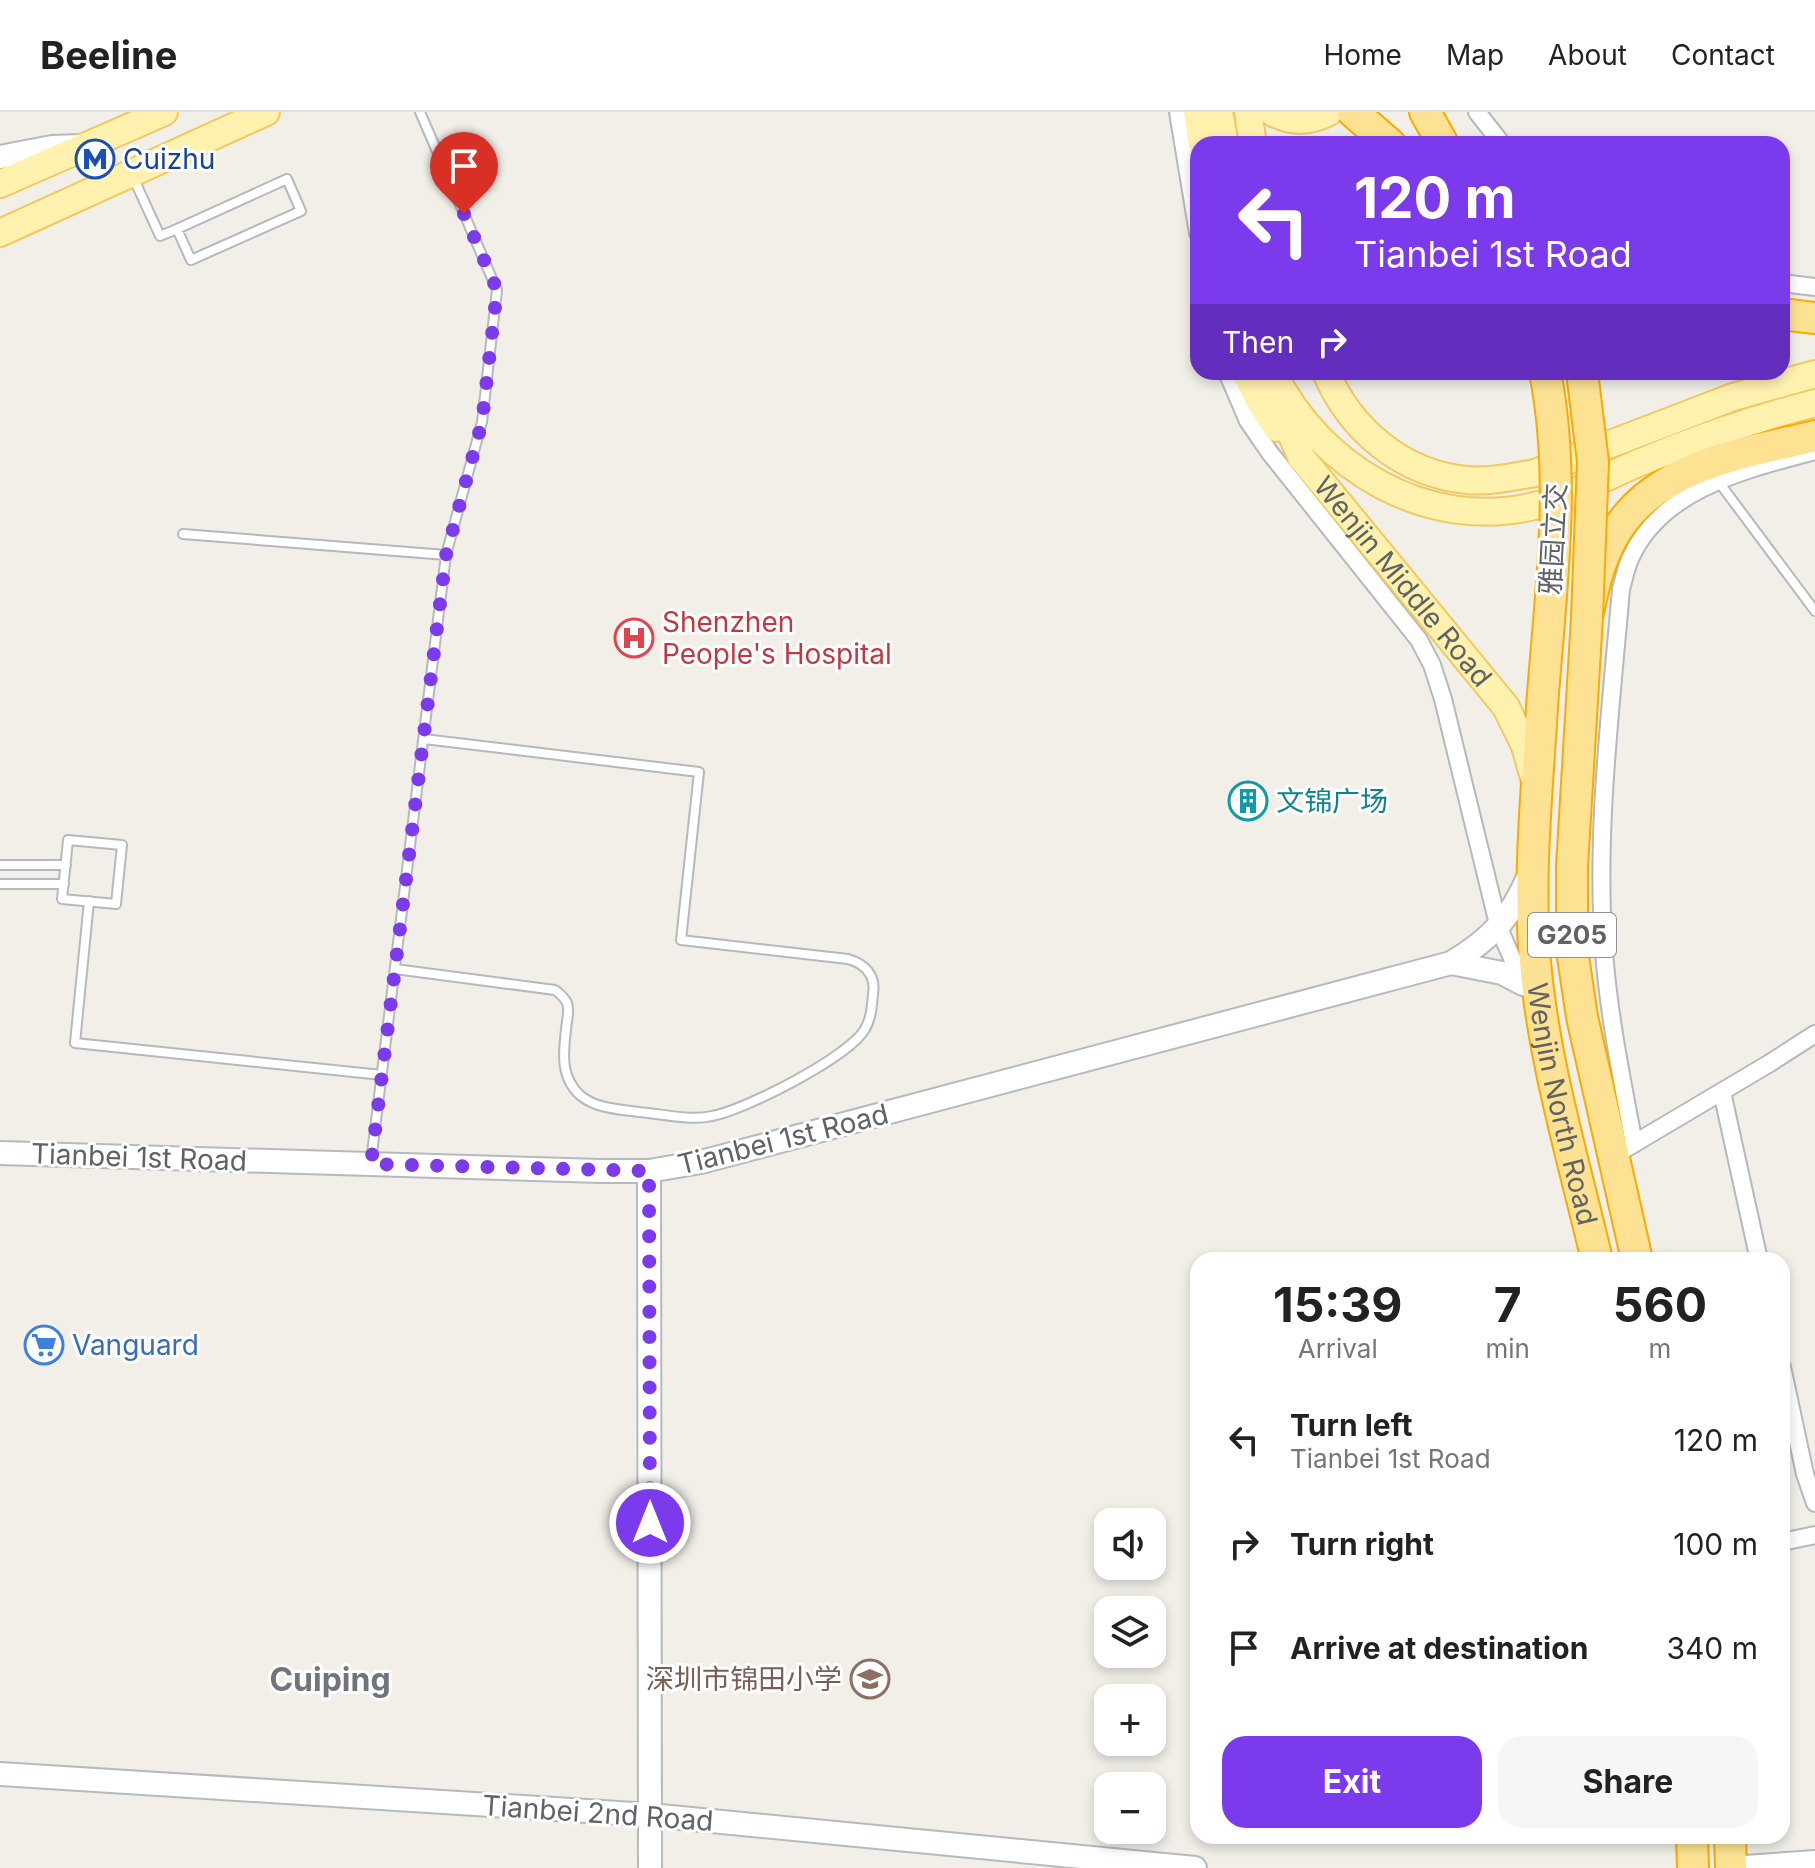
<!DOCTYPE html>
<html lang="en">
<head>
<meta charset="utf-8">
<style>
  :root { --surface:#fff; --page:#f6f6f6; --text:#222; --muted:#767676; --line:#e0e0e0; --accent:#7c3aed }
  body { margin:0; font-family:Inter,"Noto Sans SC",sans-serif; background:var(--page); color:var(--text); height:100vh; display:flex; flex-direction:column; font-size:30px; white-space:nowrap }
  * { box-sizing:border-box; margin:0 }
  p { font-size:26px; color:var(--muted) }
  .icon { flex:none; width:44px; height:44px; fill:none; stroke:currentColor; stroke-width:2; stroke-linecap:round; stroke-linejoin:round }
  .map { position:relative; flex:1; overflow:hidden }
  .details { position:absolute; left:1190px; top:1140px; width:600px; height:592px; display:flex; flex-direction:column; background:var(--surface); border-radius:24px; box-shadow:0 4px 12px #0003 }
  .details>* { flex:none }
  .top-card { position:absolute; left:1190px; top:24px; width:600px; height:244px; border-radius:24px; box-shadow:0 4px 12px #0003; background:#7c3aed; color:#fff; overflow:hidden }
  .controls { position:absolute; left:1094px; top:1396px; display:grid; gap:16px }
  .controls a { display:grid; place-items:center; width:72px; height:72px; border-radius:16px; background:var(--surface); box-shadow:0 4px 12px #0003; font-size:40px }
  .pin { position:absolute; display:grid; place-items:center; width:68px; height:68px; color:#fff; margin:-82px -34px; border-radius:50% 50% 50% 0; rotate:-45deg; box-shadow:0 0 8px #0007 }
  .pin .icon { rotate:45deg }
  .me { position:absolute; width:88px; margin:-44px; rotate:0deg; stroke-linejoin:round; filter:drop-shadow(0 0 6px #0008) }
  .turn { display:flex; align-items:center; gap:28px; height:168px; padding:0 32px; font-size:36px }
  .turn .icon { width:104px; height:104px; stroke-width:2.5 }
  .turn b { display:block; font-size:56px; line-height:68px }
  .then { display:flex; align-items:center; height:76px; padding:0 32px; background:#0003; gap:16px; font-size:30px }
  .eta { display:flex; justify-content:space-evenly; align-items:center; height:136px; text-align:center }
  .eta b { font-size:48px; font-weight:700; line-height:56px }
  .cta { display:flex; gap:16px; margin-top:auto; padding:16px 32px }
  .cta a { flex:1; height:92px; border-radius:24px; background:var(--accent); color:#fff; font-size:32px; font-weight:700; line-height:92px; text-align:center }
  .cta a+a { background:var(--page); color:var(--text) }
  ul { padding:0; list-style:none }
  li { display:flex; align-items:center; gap:24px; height:104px; padding:0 32px }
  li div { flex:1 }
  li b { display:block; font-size:30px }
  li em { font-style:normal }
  header { display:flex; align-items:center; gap:48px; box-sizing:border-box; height:112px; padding:0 40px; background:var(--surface); border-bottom:2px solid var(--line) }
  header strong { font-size:38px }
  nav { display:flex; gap:44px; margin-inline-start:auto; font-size:28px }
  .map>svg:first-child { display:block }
</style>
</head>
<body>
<header>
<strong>Beeline</strong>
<nav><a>Home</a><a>Map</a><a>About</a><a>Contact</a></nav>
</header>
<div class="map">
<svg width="1815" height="1756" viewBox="0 0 1815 1756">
  <rect width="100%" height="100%" fill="#f1efe8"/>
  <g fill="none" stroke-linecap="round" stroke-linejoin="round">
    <defs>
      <path id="lane" d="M133 65 160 124 177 117 287 67 301 99 191 148 177 117
        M1718 369 1815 499
        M183 422 446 443
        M68 728 122 733 116 792 62 787Z
        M0 753H66
        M0 772H64
        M89 789 75 931 382 963
        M395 857 555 878C559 881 565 886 567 891 569 897 568 904 567 909 564 936 558 964 581 984 597 997 620 997 639 1000 663 1002 689 1009 712 1004 745 998 849 945 865 917 871 907 872 894 873 882 876 863 865 852 848 847L681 828 699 660 424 627
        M371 1049 446 443 482 310 497 178 420 0"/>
      <path id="street" d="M1178 0 1198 121
        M1477 0 1502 32
        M1782 171 1815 175
        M1227 260 1248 309 1270 341 1419 528 1432 553 1443 587 1499 816 1524 874
        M1722 980 1759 1148
        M1634 1032C1622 968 1609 905 1604 840 1595 719 1611 597 1621 477 1624 467 1626 456 1630 447 1661 376 1748 357 1815 339
        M1625 1037 1770 951 1815 922
        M1782 1255 1805 1362 1815 1391
        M1782 1430 1815 1423"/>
      <path id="secondary" d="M0 45 52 35 80 34
        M1451 851 1502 861 1523 872
        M0 1041 601 1059H649L701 1050 1451 851C1491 827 1511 806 1529 763
        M649 1059 650 1756
        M0 1662 650 1703 1195 1756
        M1731 1756 1815 1750"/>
      <g id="primary">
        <path d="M1197 0 1202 32"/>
        <path d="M1219 0 1225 32"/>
        <path d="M1248 0 1253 32"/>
        <path d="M1272 0C1292 11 1309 10 1329 0"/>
        <path d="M0 72 164 0"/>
        <path d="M0 121 266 0"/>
        <path d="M1245 260 1259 288 1277 316"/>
        <path d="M1273 260C1319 356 1428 420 1534 394 1566 387 1605 365 1636 352 1695 327 1753 307 1815 291"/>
        <path d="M1326 260C1350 318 1403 362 1467 368 1489 370 1512 365 1535 361L1733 285 1815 262"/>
        <path id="s1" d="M1276 285 1301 345 1506 595 1525 634 1534 666"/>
      </g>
      <g id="highway">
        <path d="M1353 0 1390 32"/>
        <path d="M1425 0 1443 32"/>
        <path d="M1782 202 1815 206"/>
        <path id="s2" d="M1542 595C1537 679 1528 765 1535 850 1544 951 1574 1050 1597 1148"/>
        <path d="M1637 1148 1582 905 1572 838V755L1587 505C1594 472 1601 439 1621 412 1663 352 1749 340 1815 324"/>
        <path d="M1692 1724 1693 1756"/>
        <path d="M1730 1724 1731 1756"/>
      </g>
    </defs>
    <use href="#lane" stroke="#b5b8bc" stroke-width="12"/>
    <use href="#street" stroke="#b5b8bc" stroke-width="20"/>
    <use href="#secondary" stroke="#b6babf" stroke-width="26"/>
    <use href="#primary" stroke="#f2c960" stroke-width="30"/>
    <use href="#highway" stroke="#f9ab00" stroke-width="34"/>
    <use href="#lane" stroke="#fff" stroke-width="8"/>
    <use href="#street" stroke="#fff" stroke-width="16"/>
    <use href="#secondary" stroke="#fff" stroke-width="22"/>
    <use href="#primary" stroke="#fff2af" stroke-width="26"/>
    <use href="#highway" stroke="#fde293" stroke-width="30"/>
    <defs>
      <path id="highway-bridge" d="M1582 260 1593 350 1587 505
        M1542 595C1550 483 1567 371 1545 260"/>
    </defs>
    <use href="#highway-bridge" stroke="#f9ab00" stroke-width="34" stroke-linecap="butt"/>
    <use href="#highway-bridge" stroke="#fde293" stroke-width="30"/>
  </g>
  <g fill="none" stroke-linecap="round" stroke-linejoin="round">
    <path stroke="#7c3aed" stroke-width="14" stroke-dasharray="0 25.2" d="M464 102 497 178 482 310 446 443 371 1052 649 1059 650 1411"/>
  </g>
  <defs>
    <symbol id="metro-ring" viewBox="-11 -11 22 22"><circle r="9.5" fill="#fff" stroke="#1a4fb4" stroke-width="1.5"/><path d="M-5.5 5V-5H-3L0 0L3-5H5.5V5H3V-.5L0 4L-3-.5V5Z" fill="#1a4fb4"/></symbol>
    <symbol id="hospital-ring" viewBox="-11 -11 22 22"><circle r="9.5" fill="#fff" stroke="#e0444e" stroke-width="1.5"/><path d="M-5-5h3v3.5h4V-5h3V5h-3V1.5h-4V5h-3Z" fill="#e0444e"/></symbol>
    <symbol id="building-ring" viewBox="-11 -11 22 22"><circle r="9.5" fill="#fff" stroke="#0f9aa8" stroke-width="1.5"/><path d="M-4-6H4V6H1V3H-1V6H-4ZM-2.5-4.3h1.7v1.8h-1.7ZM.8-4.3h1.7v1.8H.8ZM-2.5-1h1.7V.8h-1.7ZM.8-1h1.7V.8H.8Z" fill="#0f9aa8"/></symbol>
    <symbol id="supermarket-ring" viewBox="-11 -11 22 22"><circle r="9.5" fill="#fff" stroke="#3f7fe0" stroke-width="1.5"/><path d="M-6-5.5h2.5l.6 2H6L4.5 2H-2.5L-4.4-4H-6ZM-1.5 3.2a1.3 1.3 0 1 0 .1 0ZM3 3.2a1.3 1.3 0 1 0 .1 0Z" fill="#3f7fe0"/></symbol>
    <symbol id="school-ring" viewBox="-11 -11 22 22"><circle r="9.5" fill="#fff" stroke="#8d6e63" stroke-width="1.5"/><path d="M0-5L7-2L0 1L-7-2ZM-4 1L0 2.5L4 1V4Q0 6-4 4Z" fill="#8d6e63"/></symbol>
  </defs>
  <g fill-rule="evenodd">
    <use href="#metro-ring" x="73" y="25" width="44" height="44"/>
    <use href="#hospital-ring" x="612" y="504" width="44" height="44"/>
    <use href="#building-ring" x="1226" y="667" width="44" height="44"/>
    <use href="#supermarket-ring" x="22" y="1211" width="44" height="44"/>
    <use href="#school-ring" x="848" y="1545" width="44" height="44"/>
  </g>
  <g text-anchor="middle" stroke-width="6" stroke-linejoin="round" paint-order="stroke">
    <rect fill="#fff" stroke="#8f9295" stroke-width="2" x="1528" y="801" width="88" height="44" rx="6"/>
    <g font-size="26" font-weight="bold" fill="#5f6368">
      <text x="1572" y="832">G205</text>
    </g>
    <g font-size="28" fill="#164399" stroke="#fff" text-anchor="start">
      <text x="123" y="57">Cuizhu</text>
    </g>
    <g font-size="28" fill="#5f6368" stroke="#fff">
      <text transform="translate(1553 427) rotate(-87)" y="10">雅园立交</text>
      <text dy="10" stroke="none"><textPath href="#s1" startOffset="226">Wenjin Middle Road</textPath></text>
      <text dy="10" stroke="none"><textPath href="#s2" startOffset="400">Wenjin North Road</textPath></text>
      <text transform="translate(783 1027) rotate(-14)" y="10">Tianbei 1st Road</text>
      <text transform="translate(139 1045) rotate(2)" y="10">Tianbei 1st Road</text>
      <text transform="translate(598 1701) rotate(4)" y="10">Tianbei 2nd Road</text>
    </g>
    <g font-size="28" fill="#be3a42" stroke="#fff" text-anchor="start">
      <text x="662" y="520">Shenzhen<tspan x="662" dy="32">People's Hospital</tspan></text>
    </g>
    <g font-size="28" fill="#0d838f" stroke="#fff" text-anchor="start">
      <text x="1276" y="699">文锦广场</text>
    </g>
    <g font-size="28" fill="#366cbe" stroke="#fff" text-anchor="start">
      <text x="72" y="1243">Vanguard</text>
    </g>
    <g font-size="28" fill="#785e54" stroke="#fff" text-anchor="end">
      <text x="842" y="1577">深圳市锦田小学</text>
    </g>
    <g font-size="32" font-weight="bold" fill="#70757a" stroke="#fff">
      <text x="330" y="1579">Cuiping</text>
    </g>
  </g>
</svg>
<div class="controls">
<a><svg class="icon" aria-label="sound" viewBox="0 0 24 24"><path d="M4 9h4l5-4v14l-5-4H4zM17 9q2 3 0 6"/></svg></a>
<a><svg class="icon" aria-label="layers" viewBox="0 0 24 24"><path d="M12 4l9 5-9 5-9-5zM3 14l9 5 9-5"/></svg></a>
<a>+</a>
<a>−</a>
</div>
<div class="pin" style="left:464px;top:102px;background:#d93025"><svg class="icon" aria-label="arrive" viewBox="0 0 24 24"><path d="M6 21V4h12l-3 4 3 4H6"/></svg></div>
<svg class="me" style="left:650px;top:1411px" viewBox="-20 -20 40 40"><circle r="17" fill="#7c3aed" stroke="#fff" stroke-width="3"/><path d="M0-11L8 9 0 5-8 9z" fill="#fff"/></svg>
<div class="top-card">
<div class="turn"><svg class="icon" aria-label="left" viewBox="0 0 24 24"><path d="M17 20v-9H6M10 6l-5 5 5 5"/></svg><div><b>120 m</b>Tianbei 1st Road</div></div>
<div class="then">Then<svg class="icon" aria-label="right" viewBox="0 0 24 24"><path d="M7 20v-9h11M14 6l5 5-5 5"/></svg></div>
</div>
<section class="details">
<div class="eta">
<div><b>15:39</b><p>Arrival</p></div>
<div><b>7</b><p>min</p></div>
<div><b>560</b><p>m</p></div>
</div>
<ul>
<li><svg class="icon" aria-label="left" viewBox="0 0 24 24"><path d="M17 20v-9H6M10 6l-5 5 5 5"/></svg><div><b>Turn left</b><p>Tianbei 1st Road</p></div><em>120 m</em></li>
<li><svg class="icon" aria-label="right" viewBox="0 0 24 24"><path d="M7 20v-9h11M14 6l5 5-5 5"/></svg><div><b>Turn right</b></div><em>100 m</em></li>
<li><svg class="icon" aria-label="arrive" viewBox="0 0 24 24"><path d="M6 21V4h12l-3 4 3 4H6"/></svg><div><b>Arrive at destination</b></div><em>340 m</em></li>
</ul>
<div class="cta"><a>Exit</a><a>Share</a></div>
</section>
</div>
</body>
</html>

**Exercise aim:**
What you should repeat exactly is the run of lines from the top of the listing above through the line with "position:relative; flex:1; overflow:hidden", without pictures.

**Exercise answer:**
<!DOCTYPE html>
<html lang="en">
<head>
<meta charset="utf-8">
<style>
  :root { --surface:#fff; --page:#f6f6f6; --text:#222; --muted:#767676; --line:#e0e0e0; --accent:#7c3aed }
  body { margin:0; font-family:Inter,"Noto Sans SC",sans-serif; background:var(--page); color:var(--text); height:100vh; display:flex; flex-direction:column; font-size:30px; white-space:nowrap }
  * { box-sizing:border-box; margin:0 }
  p { font-size:26px; color:var(--muted) }
  .icon { flex:none; width:44px; height:44px; fill:none; stroke:currentColor; stroke-width:2; stroke-linecap:round; stroke-linejoin:round }
  .map { position:relative; flex:1; overflow:hidden }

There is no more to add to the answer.